What topological spaces satisfy a property involving relatively compact sets?

A subset of a topological space is called relatively compact if its closure is compact. My question is, what kind of topological spaces satisfy the following property: for every relatively compact set $$S$$, there exists a relatively compact set $$T$$ such that the closure of $$S$$ is a subset of the interior of $$T$$?

Is there some category of topological spaces which satisfies this property? And is there an example of a $$T_1$$ space which does not satisfy this property?

My reason for asking this, by the way, is that relatively compact subsets of a $$T_1$$ form a bornology, and this property says that that bornology interacts well with the topology.

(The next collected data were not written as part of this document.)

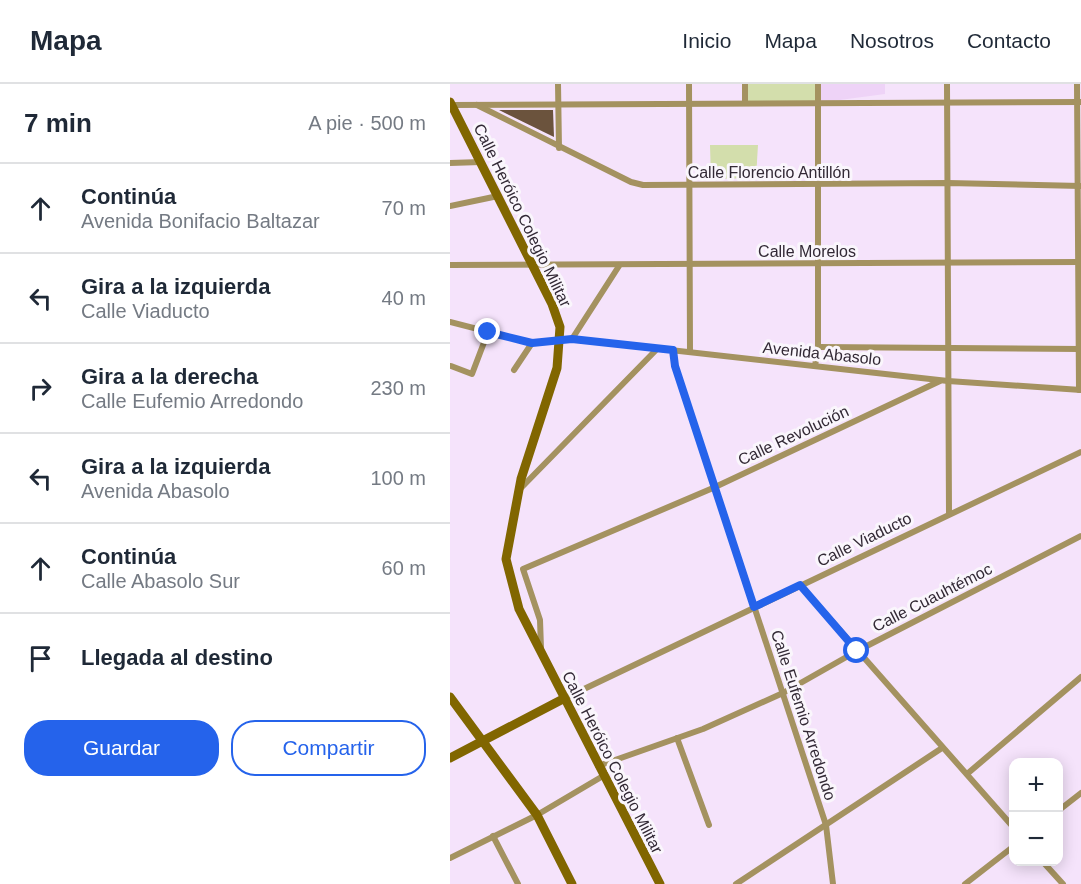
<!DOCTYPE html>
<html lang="es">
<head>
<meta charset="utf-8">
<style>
  :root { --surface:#fff; --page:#f2f2f3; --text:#1f2937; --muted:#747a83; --line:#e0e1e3; --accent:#2563eb }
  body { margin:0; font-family:Arial,sans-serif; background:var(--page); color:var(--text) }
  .controls { position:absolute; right:18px; bottom:18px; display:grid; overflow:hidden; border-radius:12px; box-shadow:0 3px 15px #0003 }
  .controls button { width:54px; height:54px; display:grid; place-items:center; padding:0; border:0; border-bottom:2px solid var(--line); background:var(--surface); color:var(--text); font:30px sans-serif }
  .stop { position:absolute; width:18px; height:18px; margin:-14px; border:4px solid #2563eb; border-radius:50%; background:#fff }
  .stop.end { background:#2563eb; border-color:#fff; box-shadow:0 2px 6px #0008 }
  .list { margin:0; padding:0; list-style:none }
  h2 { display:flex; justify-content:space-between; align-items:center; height:78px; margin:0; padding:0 24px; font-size:26px }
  h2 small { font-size:20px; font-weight:400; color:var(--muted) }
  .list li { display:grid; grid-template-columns:39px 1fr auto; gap:18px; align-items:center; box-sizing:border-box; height:90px; padding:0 24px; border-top:2px solid var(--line) }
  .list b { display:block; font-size:22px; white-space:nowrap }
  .list p { margin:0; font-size:20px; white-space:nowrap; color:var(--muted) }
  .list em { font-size:20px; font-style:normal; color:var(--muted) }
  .actions { display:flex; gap:12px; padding:18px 24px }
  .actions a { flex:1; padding:14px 0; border:2px solid var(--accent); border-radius:24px; text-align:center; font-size:21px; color:var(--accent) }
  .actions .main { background:var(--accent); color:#fff }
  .icon { flex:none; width:33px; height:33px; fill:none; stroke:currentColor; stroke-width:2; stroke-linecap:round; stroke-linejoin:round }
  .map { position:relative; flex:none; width:631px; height:800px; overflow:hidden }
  header { display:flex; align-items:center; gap:36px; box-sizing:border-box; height:84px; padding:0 30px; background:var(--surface); border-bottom:2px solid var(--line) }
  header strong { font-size:28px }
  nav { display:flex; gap:33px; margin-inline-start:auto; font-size:21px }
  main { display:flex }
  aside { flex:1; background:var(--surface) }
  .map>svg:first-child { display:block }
</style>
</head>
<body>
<header>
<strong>Mapa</strong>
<nav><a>Inicio</a><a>Mapa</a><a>Nosotros</a><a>Contacto</a></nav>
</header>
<main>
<aside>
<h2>7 min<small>A pie · 500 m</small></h2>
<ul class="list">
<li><svg class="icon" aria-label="ahead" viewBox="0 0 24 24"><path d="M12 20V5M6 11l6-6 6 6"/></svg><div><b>Continúa</b><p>Avenida Bonifacio Baltazar</p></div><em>70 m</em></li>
<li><svg class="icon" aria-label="left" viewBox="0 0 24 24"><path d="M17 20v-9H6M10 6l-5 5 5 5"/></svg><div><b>Gira a la izquierda</b><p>Calle Viaducto</p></div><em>40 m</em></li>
<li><svg class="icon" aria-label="right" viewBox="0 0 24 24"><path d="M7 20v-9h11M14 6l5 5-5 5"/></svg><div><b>Gira a la derecha</b><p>Calle Eufemio Arredondo</p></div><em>230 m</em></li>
<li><svg class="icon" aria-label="left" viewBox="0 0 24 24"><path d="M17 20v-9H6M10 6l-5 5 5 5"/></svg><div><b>Gira a la izquierda</b><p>Avenida Abasolo</p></div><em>100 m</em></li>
<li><svg class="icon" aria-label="ahead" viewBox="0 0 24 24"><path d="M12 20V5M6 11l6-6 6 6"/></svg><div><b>Continúa</b><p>Calle Abasolo Sur</p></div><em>60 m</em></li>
<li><svg class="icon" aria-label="arrive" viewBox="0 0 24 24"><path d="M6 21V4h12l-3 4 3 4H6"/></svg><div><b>Llegada al destino</b></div></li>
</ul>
<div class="actions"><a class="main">Guardar</a><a>Compartir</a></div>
</aside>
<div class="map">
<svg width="631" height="800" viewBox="0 0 631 800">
  <rect width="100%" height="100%" fill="#f5e3fb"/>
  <path fill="#eed3f7" d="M367 0H435V10L367 19Z"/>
  <g fill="#d3deac">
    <rect x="295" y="0" width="72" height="19"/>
    <path d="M260 61H308L306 94 261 95Z"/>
  </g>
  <path fill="#6b533d" d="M49 26H103L104 53Z"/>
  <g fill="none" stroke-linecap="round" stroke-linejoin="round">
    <g stroke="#a49260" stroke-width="6">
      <path d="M108 0 109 64"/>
      <path d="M239 0 240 268"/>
      <path d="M295 0V19"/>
      <path d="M497 0 499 430"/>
      <path d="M627 0 629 306"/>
      <path d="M1 21 631 18"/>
      <path d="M27 21 181 98 193 101 498 99 631 102"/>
      <path d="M0 79 31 78"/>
      <path d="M0 122 48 112"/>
      <path d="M0 181 631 178"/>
      <path d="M0 238 82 259 122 255 498 297 631 306"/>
      <path d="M122 255 169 182"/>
      <path d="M368 263 630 265"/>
      <path d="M223 266 225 282 376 741 383 800"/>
      <path d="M1 282 22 290 38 248"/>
      <path d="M365 282 368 263V0"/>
      <path d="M64 286 82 259"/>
      <path d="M69 406 207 265"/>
      <path d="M350 501 564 744"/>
      <path d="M91 564 90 536 73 485 263 404 490 297"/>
      <path d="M113 615 631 368"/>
      <path d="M227 654 259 741"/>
      <path d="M148 682 253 645 333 609 407 567 631 452"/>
      <path d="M517 690 631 593"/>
      <path d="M608 727 631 709"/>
      <path d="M43 752 68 800"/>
      <path d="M0 774 87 731 153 692"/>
      <path d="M593 778 613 800"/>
      <path d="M286 800 492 664"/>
      <path d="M515 800 564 762"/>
    </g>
    <g stroke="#816600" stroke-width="9">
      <path d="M0 18 102 220 110 243 107 284 71 395 56 475 69 525 210 800"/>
      <path d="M0 613 87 731 122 800"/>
      <path d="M0 674 113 615"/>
    </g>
  </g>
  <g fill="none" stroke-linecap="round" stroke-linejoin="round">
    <path stroke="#2563eb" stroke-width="8" d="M38 248 82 259 122 255 223 266 225 282 304 523 350 501 407 567"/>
  </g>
  <g text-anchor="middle" stroke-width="6" stroke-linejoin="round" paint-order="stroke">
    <g font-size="16" fill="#322935" stroke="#faf6fc">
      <text x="319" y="94">Calle Florencio Antillón</text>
      <text transform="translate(73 131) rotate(64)" y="6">Calle Heróico Colegio Militar</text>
      <text x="357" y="173">Calle Morelos</text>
      <text transform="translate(372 269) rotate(6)" y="6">Avenida Abasolo</text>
      <text transform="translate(343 351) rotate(-25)" y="6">Calle Revolución</text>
      <text transform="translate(414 455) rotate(-26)" y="6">Calle Viaducto</text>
      <text transform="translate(482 513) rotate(-27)" y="6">Calle Cuauhtémoc</text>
      <text transform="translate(354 631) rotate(72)" y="6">Calle Eufemio Arredondo</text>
      <text transform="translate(163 678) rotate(63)" y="6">Calle Heróico Colegio Militar</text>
    </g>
  </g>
</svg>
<div class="controls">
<button>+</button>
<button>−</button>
</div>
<div class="stop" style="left:407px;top:567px"></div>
<div class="stop end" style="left:38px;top:248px"></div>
</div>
</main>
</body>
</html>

If a topological space satisfies your property, then a singleton point set $$\{x\}$$ is compact, and hence there must be a relatively compact set $$T$$ whose interior contains $$x$$ (in fact, it contains $$\overline{\{x\}}$$, which may be strictly larger). The closure of $$T$$ is a compact neighbourhood of $$x$$.
If, on the other hand, if we have locally compact space and a relatively compact set $$S$$, then $$\overline{S}$$ is compact. For each point $$s \in \overline{S}$$, there is an open neighbourhood $$\mathcal{N}_s$$ of $$s$$ that is compact. Note that the interiors of these neighbourhoods cover $$\overline{S}$$, hence there must be a finite-subcover of $$\overline{S}$$. Unioning this finite subcover yields an open, relatively compact neighbourhood containing $$\overline{S}$$, establishing equivalence.